Go through the records and copy each line where the string "margin" occurs.

********

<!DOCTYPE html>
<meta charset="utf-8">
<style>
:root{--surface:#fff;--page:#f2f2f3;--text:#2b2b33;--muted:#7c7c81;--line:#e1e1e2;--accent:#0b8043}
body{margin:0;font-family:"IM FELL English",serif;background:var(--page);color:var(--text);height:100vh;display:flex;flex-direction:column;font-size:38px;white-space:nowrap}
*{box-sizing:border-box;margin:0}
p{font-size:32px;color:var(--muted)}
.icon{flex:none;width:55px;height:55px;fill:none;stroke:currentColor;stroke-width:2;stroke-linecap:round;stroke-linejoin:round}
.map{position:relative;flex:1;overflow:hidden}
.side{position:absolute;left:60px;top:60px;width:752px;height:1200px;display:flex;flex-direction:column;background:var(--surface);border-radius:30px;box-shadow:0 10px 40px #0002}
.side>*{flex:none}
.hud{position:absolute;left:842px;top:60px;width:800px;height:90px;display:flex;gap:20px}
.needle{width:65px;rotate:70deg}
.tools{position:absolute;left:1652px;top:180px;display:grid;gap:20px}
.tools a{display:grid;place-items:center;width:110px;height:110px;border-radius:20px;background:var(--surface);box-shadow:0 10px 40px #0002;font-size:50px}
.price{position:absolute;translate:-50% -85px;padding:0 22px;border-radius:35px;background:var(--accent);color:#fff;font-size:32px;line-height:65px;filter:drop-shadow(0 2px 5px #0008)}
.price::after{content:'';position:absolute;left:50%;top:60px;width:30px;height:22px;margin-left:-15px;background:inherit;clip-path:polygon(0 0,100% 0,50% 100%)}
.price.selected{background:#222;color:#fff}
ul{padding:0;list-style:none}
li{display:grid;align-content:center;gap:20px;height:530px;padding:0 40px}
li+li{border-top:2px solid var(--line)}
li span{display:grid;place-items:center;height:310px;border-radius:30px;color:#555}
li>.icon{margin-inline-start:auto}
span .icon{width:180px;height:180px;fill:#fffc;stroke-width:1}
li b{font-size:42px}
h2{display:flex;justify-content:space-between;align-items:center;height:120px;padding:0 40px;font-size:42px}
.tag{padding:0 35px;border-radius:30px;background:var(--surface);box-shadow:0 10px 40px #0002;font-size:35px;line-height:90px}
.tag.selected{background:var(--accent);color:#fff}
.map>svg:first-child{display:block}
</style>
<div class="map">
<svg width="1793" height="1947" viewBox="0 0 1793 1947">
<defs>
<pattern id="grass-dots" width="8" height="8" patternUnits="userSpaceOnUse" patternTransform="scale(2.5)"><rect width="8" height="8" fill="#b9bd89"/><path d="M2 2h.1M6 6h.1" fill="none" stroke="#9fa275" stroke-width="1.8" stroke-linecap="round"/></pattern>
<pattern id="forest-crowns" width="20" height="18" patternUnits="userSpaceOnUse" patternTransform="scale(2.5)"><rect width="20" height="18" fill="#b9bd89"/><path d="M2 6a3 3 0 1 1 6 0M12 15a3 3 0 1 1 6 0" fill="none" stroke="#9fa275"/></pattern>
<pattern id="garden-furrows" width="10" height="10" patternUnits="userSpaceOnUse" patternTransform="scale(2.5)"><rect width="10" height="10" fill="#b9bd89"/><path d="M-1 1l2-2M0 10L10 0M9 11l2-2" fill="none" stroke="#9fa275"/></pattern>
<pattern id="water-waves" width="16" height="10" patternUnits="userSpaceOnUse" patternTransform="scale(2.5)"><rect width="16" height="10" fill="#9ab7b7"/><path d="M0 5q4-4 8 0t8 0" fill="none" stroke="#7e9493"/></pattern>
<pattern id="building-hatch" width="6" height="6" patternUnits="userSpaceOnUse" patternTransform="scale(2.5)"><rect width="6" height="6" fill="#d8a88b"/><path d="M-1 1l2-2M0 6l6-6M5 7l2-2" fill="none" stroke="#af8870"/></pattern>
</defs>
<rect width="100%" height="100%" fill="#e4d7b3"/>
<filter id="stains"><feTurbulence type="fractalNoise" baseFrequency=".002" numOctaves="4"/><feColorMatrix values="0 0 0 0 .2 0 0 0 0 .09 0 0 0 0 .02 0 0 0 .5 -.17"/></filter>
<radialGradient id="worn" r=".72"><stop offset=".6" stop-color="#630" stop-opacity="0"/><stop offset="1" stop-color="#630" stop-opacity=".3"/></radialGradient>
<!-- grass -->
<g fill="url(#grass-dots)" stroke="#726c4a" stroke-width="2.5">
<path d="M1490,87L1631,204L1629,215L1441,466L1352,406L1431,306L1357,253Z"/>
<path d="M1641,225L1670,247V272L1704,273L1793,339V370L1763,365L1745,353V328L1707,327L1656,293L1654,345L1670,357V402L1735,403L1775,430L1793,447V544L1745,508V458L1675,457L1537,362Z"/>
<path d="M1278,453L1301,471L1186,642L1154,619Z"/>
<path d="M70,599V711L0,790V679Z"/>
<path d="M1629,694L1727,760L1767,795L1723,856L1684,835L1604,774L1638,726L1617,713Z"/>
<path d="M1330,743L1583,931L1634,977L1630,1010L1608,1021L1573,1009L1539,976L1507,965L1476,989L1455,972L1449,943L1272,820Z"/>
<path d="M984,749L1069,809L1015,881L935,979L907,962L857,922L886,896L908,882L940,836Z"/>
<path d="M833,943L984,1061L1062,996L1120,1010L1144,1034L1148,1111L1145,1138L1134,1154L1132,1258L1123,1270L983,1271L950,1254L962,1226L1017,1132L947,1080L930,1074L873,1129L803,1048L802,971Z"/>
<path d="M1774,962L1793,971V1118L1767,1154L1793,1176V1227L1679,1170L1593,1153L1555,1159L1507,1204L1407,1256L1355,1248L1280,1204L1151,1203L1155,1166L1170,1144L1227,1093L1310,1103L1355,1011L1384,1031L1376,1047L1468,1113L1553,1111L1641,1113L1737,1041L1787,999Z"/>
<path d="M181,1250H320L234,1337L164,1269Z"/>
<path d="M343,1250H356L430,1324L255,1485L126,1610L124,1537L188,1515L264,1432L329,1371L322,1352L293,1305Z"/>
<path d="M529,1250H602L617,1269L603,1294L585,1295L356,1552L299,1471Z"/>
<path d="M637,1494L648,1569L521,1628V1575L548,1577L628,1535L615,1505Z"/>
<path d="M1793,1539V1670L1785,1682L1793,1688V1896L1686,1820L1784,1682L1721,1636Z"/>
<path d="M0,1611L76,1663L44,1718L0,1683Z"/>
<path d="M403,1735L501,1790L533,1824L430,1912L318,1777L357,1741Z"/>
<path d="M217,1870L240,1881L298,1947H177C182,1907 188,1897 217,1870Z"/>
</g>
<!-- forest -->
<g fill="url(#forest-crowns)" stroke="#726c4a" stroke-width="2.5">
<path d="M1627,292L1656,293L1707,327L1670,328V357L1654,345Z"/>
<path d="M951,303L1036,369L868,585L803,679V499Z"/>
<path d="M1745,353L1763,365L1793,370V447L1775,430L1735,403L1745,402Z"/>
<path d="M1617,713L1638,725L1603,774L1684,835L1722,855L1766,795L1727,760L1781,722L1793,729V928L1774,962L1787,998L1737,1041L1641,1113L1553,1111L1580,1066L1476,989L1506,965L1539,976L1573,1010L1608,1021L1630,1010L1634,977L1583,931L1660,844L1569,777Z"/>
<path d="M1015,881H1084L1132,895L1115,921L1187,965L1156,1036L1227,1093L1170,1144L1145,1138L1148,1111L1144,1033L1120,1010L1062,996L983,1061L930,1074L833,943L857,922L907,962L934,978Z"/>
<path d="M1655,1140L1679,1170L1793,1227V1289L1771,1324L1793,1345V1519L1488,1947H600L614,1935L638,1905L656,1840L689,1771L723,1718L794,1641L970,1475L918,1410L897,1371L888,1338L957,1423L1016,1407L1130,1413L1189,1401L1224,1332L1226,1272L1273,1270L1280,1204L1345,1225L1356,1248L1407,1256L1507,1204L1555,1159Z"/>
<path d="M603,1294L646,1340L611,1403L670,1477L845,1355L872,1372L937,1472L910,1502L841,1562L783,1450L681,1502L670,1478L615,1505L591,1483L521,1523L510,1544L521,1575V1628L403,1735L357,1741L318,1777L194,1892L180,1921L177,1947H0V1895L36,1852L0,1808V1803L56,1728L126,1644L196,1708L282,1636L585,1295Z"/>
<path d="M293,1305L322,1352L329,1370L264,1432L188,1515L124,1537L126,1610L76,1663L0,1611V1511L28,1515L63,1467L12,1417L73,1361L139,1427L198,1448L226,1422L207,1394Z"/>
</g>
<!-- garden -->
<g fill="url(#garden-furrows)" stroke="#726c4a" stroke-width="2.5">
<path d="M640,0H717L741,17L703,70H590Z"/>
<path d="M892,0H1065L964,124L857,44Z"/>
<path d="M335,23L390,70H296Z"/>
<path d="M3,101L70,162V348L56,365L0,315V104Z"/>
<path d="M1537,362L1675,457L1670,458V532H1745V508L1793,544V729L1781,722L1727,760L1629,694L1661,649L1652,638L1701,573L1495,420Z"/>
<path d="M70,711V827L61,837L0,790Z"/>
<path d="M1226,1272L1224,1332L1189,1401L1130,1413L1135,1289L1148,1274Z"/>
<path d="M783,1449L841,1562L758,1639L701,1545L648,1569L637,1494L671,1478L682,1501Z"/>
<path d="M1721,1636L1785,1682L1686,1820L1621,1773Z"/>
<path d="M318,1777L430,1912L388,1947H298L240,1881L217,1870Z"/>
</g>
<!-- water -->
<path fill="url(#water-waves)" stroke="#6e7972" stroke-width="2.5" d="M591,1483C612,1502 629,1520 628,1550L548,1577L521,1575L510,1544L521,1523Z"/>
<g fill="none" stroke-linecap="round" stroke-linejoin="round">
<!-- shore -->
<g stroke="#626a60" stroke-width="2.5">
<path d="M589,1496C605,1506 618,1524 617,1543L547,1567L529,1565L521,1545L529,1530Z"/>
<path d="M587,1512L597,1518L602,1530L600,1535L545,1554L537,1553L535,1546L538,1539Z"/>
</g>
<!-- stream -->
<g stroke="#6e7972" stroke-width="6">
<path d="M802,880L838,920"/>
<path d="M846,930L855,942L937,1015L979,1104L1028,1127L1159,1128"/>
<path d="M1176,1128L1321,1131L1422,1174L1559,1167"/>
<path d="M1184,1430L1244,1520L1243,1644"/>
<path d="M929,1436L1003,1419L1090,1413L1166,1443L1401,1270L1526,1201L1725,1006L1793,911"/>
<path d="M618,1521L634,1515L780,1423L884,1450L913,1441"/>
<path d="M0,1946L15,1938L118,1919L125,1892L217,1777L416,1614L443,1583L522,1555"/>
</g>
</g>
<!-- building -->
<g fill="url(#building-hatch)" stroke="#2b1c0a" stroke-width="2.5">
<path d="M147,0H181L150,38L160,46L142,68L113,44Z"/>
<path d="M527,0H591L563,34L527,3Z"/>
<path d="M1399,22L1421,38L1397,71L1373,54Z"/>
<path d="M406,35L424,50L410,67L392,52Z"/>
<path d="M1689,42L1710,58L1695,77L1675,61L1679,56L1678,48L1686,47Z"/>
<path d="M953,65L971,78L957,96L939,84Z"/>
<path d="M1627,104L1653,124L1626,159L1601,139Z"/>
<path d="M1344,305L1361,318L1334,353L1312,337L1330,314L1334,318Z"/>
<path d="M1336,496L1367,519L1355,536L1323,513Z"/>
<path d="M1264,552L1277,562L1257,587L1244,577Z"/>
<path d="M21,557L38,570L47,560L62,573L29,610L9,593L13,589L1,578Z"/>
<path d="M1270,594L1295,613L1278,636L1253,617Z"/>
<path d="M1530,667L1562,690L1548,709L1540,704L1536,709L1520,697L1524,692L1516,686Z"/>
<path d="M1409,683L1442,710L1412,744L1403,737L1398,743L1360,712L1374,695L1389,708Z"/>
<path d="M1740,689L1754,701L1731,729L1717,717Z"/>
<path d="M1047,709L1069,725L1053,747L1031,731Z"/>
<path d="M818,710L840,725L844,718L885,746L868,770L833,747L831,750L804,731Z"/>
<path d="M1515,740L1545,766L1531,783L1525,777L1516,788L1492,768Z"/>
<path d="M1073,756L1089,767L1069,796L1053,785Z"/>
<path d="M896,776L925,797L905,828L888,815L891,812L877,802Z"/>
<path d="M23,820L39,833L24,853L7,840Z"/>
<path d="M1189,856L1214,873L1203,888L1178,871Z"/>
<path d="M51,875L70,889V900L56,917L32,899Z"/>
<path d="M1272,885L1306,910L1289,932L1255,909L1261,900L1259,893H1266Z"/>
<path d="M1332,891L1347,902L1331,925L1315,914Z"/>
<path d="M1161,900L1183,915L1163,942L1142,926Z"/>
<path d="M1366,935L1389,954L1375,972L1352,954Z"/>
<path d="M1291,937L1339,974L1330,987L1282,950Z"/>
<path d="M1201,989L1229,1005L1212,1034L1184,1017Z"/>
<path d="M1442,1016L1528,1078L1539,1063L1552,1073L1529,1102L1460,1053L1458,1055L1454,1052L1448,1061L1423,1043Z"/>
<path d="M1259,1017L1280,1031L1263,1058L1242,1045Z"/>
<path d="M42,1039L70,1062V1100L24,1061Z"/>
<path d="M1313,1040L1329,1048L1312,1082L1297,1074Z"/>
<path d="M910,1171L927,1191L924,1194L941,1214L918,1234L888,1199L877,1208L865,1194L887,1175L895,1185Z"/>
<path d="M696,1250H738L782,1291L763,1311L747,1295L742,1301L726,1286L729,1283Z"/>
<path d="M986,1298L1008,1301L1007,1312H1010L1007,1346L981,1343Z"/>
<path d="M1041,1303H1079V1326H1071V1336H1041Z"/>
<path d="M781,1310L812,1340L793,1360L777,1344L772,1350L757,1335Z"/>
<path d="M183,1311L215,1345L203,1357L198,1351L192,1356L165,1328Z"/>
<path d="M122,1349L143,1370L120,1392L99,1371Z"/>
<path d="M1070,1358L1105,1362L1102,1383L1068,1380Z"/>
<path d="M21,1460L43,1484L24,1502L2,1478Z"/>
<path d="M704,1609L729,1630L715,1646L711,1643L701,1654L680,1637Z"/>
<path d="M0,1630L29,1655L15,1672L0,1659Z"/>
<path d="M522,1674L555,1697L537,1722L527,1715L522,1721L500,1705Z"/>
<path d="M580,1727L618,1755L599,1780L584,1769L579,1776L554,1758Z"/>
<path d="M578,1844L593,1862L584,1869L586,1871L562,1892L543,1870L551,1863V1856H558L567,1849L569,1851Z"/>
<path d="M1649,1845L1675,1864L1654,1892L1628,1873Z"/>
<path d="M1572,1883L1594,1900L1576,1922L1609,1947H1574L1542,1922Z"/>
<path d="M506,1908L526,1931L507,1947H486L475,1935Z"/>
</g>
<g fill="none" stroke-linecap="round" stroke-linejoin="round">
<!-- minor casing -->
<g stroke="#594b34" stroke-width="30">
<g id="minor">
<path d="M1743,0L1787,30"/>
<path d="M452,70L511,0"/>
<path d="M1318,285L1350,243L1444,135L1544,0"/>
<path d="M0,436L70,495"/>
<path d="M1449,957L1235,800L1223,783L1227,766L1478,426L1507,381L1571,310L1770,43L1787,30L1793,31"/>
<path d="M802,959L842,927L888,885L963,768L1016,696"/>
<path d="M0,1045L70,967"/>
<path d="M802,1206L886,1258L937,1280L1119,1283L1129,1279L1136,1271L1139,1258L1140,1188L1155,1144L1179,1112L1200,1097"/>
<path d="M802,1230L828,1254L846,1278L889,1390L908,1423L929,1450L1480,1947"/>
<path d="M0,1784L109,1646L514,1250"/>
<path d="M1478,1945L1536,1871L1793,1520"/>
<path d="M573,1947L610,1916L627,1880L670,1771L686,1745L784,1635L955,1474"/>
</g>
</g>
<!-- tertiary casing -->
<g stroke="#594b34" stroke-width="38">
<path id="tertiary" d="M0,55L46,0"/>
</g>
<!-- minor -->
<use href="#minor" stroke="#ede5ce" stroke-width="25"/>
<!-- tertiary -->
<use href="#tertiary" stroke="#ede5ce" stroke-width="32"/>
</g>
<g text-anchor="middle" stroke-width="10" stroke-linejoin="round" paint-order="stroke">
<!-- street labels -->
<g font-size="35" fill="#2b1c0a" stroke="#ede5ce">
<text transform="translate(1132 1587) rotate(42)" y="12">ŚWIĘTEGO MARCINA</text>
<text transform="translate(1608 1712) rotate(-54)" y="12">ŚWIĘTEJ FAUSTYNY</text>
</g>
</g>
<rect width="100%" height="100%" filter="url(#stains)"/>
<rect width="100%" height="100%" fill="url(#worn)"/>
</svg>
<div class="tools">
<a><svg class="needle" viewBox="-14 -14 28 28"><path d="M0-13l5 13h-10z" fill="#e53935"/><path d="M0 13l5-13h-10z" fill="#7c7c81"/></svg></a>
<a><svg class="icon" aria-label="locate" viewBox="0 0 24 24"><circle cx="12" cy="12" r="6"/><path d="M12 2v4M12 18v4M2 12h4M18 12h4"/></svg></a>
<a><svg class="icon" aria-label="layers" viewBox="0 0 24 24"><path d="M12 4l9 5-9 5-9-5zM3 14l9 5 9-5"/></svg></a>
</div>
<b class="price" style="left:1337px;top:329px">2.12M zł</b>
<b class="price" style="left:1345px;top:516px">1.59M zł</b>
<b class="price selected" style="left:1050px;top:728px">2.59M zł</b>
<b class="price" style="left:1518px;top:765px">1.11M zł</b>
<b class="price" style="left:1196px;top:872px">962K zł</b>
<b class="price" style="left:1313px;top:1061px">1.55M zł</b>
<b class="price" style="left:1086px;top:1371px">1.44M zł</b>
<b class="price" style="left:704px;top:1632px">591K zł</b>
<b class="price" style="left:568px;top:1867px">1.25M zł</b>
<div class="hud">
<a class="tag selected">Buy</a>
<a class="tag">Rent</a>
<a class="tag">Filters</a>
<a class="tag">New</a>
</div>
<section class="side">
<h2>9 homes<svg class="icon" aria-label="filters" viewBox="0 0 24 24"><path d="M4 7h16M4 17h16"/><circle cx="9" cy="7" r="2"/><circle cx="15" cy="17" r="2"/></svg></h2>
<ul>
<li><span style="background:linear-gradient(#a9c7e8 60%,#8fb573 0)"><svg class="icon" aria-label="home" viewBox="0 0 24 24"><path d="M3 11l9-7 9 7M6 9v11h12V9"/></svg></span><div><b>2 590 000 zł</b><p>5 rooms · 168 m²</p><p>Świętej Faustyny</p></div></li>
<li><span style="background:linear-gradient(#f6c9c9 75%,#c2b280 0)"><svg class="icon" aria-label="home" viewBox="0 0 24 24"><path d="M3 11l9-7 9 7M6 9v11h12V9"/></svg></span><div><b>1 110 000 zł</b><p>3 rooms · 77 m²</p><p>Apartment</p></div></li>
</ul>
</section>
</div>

********

> FINISHED TASK:
body{margin:0;font-family:"IM FELL English",serif;background:var(--page);color:var(--text);height:100vh;display:flex;flex-direction:column;font-size:38px;white-space:nowrap}
*{box-sizing:border-box;margin:0}
.price::after{content:'';position:absolute;left:50%;top:60px;width:30px;height:22px;margin-left:-15px;background:inherit;clip-path:polygon(0 0,100% 0,50% 100%)}
li>.icon{margin-inline-start:auto}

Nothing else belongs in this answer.